Write out the listing below again, precisely as it is given.

○ ○ ○ ○ ○ ○ ○

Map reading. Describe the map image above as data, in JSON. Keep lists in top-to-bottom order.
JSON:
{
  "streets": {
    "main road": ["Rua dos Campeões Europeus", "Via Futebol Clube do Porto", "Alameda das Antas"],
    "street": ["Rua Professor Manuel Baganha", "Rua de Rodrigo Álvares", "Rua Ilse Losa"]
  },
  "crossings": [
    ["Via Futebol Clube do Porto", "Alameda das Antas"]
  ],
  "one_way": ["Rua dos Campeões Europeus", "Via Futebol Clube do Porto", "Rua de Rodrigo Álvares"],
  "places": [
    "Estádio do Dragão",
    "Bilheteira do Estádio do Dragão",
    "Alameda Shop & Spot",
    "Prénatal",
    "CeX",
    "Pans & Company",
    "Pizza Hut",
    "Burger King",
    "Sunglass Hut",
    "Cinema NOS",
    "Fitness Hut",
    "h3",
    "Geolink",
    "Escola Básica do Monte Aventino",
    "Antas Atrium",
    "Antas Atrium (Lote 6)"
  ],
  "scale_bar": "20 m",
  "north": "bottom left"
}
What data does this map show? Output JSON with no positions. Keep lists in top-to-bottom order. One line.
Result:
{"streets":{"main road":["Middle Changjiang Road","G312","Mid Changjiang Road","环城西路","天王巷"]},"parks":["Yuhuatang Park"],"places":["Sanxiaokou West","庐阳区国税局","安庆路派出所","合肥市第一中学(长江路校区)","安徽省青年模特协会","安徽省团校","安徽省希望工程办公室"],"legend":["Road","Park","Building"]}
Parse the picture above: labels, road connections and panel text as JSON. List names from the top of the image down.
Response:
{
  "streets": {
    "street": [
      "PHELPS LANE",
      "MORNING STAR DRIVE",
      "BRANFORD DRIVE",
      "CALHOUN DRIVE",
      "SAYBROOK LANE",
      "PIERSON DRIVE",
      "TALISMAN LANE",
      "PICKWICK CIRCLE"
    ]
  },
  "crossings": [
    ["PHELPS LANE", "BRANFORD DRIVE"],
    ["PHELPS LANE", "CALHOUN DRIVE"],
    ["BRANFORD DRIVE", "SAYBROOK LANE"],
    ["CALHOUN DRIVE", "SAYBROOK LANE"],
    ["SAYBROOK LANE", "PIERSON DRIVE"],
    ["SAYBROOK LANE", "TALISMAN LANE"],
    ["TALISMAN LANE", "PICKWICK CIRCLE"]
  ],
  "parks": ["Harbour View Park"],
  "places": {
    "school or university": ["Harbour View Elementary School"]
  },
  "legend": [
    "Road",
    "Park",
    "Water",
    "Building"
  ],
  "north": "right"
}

○ ○ ○ ○ ○ ○ ○

▸ RESULT:
Map reading. Describe the map image above as data, in JSON. Keep lists in top-to-bottom order.
JSON:
{
  "streets": {
    "main road": ["Rua dos Campeões Europeus", "Via Futebol Clube do Porto", "Alameda das Antas"],
    "street": ["Rua Professor Manuel Baganha", "Rua de Rodrigo Álvares", "Rua Ilse Losa"]
  },
  "crossings": [
    ["Via Futebol Clube do Porto", "Alameda das Antas"]
  ],
  "one_way": ["Rua dos Campeões Europeus", "Via Futebol Clube do Porto", "Rua de Rodrigo Álvares"],
  "places": [
    "Estádio do Dragão",
    "Bilheteira do Estádio do Dragão",
    "Alameda Shop & Spot",
    "Prénatal",
    "CeX",
    "Pans & Company",
    "Pizza Hut",
    "Burger King",
    "Sunglass Hut",
    "Cinema NOS",
    "Fitness Hut",
    "h3",
    "Geolink",
    "Escola Básica do Monte Aventino",
    "Antas Atrium",
    "Antas Atrium (Lote 6)"
  ],
  "scale_bar": "20 m",
  "north": "bottom left"
}
What data does this map show? Output JSON with no positions. Keep lists in top-to-bottom order. One line.
Result:
{"streets":{"main road":["Middle Changjiang Road","G312","Mid Changjiang Road","环城西路","天王巷"]},"parks":["Yuhuatang Park"],"places":["Sanxiaokou West","庐阳区国税局","安庆路派出所","合肥市第一中学(长江路校区)","安徽省青年模特协会","安徽省团校","安徽省希望工程办公室"],"legend":["Road","Park","Building"]}
Parse the picture above: labels, road connections and panel text as JSON. List names from the top of the image down.
Response:
{
  "streets": {
    "street": [
      "PHELPS LANE",
      "MORNING STAR DRIVE",
      "BRANFORD DRIVE",
      "CALHOUN DRIVE",
      "SAYBROOK LANE",
      "PIERSON DRIVE",
      "TALISMAN LANE",
      "PICKWICK CIRCLE"
    ]
  },
  "crossings": [
    ["PHELPS LANE", "BRANFORD DRIVE"],
    ["PHELPS LANE", "CALHOUN DRIVE"],
    ["BRANFORD DRIVE", "SAYBROOK LANE"],
    ["CALHOUN DRIVE", "SAYBROOK LANE"],
    ["SAYBROOK LANE", "PIERSON DRIVE"],
    ["SAYBROOK LANE", "TALISMAN LANE"],
    ["TALISMAN LANE", "PICKWICK CIRCLE"]
  ],
  "parks": ["Harbour View Park"],
  "places": {
    "school or university": ["Harbour View Elementary School"]
  },
  "legend": [
    "Road",
    "Park",
    "Water",
    "Building"
  ],
  "north": "right"
}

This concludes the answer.